■ DATASET CONTENT:
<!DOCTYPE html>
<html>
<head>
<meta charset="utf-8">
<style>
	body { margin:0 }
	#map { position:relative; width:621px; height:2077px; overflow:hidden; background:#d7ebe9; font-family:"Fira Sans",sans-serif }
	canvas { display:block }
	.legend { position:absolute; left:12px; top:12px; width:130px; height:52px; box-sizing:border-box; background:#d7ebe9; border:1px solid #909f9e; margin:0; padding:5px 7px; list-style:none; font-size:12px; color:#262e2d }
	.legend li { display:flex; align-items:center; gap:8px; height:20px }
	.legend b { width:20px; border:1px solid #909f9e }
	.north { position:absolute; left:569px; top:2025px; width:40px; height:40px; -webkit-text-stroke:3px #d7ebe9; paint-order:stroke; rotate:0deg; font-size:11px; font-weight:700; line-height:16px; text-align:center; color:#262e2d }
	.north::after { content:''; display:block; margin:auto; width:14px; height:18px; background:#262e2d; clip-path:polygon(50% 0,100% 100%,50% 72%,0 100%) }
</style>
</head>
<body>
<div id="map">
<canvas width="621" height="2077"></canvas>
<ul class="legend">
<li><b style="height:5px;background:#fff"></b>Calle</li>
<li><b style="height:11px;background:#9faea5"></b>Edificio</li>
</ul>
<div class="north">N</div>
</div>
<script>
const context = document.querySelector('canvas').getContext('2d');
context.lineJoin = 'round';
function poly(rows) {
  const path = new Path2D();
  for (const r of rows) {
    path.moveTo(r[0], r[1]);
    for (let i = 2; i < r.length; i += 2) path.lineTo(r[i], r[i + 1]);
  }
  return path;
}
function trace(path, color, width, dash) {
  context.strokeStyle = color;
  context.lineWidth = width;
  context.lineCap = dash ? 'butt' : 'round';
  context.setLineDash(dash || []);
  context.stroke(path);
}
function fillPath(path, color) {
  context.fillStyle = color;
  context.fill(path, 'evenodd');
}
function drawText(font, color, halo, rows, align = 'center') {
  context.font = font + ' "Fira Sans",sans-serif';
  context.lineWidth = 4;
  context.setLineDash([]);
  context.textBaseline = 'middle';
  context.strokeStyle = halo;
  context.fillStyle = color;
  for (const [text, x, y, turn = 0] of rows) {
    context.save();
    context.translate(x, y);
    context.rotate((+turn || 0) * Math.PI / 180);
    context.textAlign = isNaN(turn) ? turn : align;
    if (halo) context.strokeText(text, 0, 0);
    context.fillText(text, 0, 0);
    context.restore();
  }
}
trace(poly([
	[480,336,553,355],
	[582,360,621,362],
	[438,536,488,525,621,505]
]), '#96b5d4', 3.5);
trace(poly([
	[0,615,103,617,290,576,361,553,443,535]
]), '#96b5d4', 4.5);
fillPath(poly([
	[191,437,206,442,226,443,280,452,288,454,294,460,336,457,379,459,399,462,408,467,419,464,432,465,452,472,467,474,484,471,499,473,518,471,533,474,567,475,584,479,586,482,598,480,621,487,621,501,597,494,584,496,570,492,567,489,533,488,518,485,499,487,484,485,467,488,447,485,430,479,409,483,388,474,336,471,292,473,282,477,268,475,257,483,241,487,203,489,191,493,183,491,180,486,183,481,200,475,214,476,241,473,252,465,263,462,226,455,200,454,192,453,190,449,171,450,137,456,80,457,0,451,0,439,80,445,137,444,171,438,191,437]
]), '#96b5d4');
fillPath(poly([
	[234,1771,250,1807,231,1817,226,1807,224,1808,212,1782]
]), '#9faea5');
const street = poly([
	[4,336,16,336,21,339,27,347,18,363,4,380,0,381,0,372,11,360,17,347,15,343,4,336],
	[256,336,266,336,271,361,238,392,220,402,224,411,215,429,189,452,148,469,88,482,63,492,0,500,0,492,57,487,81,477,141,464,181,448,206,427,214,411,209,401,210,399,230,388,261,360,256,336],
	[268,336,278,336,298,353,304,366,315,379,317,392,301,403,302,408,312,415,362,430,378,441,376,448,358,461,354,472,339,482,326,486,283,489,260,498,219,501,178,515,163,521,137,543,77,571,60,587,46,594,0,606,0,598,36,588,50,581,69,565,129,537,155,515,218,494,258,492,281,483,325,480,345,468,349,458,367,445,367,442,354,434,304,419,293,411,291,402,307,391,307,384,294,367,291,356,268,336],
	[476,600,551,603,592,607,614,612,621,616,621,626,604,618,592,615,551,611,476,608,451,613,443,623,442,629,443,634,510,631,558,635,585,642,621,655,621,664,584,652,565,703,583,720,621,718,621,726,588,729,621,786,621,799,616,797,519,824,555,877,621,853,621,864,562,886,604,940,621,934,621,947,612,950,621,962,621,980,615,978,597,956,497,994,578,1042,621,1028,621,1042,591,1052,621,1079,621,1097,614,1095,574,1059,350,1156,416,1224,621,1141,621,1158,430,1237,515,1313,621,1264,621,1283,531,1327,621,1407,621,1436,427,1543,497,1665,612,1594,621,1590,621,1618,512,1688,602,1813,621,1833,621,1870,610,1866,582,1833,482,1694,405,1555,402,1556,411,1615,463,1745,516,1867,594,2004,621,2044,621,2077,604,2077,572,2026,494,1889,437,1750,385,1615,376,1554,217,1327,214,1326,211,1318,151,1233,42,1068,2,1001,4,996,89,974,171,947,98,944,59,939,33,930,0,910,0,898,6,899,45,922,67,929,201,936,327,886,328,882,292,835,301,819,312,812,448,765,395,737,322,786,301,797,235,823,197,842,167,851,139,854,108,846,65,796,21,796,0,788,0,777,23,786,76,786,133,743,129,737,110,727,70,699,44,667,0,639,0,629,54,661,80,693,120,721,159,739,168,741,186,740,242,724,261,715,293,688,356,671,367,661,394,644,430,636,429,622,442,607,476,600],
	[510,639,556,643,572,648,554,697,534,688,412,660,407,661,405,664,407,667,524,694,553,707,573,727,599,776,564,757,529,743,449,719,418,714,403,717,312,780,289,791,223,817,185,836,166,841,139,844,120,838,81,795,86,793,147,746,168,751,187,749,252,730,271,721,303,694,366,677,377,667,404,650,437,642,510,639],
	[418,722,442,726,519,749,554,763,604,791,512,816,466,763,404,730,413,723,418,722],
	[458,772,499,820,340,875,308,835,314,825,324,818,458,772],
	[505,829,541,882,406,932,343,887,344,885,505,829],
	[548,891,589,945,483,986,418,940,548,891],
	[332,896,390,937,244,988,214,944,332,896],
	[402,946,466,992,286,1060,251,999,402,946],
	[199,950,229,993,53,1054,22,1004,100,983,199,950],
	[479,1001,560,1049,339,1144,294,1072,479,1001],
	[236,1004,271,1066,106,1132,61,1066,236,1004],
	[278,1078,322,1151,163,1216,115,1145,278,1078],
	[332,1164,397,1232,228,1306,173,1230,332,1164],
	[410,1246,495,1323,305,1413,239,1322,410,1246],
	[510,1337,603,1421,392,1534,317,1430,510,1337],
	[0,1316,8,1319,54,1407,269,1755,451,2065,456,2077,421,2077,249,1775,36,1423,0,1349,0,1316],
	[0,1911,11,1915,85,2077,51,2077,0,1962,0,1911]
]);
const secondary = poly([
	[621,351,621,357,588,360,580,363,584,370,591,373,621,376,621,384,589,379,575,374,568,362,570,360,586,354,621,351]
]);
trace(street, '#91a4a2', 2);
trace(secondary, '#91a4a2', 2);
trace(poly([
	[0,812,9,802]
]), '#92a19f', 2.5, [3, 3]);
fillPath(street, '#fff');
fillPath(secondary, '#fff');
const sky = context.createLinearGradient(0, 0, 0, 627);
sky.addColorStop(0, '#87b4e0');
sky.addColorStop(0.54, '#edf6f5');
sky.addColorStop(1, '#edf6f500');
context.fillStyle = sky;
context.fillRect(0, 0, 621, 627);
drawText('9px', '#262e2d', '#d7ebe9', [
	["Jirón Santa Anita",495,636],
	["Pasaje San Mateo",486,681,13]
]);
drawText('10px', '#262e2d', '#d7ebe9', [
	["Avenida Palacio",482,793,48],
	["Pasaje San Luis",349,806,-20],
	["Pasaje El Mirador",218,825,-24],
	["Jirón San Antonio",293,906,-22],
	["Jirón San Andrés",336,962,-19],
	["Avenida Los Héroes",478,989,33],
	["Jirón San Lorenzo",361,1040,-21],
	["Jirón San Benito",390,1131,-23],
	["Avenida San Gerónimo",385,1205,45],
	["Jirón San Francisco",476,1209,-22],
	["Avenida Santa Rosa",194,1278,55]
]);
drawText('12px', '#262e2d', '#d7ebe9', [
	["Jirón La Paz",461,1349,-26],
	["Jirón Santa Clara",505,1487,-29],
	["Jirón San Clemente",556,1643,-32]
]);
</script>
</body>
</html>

==

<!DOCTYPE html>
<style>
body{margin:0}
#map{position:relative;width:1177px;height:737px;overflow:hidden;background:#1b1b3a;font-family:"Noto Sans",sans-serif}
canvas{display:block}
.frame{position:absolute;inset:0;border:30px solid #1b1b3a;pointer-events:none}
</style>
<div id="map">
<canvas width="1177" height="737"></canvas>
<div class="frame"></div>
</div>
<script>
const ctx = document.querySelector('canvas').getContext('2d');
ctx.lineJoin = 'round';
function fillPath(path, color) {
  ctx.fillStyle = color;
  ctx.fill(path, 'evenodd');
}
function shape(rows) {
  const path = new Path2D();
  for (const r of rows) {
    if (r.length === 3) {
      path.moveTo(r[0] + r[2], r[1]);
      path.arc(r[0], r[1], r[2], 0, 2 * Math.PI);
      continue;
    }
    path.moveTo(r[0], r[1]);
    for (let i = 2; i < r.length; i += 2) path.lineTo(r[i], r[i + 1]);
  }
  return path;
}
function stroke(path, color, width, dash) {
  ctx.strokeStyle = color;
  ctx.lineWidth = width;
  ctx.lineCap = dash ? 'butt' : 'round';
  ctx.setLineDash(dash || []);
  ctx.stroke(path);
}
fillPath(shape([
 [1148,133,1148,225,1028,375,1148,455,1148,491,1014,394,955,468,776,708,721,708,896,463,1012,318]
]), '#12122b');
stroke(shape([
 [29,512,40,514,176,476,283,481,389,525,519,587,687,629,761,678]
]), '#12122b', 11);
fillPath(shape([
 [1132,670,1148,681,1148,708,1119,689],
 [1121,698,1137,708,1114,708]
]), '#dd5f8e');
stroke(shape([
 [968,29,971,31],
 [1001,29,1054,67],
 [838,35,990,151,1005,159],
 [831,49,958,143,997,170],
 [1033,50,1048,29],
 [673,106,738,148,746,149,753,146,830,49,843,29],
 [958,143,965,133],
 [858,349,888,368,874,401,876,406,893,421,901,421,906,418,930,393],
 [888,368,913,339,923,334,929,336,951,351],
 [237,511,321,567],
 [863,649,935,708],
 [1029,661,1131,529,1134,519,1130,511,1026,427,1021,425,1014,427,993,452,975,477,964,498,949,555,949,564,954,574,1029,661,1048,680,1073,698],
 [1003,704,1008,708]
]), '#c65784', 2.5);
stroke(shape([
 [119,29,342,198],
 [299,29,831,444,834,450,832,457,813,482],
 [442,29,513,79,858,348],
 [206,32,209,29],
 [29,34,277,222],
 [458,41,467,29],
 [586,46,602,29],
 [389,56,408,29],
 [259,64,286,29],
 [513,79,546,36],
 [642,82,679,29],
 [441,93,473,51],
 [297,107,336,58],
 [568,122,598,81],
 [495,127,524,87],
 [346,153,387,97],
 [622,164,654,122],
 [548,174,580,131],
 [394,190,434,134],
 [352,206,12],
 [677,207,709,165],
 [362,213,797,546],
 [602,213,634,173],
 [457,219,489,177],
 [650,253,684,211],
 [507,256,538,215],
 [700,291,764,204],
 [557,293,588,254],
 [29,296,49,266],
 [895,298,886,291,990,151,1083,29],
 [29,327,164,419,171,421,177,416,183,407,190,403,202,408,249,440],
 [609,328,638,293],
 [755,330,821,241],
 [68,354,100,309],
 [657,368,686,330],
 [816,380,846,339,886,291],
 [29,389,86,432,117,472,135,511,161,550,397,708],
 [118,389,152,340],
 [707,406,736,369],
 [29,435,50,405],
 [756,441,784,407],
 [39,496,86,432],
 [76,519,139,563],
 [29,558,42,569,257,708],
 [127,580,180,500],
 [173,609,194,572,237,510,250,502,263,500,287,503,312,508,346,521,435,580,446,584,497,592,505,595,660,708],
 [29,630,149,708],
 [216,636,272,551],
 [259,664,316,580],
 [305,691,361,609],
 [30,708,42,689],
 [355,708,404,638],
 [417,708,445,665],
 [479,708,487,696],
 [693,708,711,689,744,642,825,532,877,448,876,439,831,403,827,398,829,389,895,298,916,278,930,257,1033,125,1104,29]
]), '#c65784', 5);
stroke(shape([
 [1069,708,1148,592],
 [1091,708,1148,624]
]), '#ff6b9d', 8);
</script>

■ GOAL OF THE EXERCISE:
Each line above that includes the word "addColorStop" is to be copied.

■ WRITTEN RESPONSE:
sky.addColorStop(0, '#87b4e0');
sky.addColorStop(0.54, '#edf6f5');
sky.addColorStop(1, '#edf6f500');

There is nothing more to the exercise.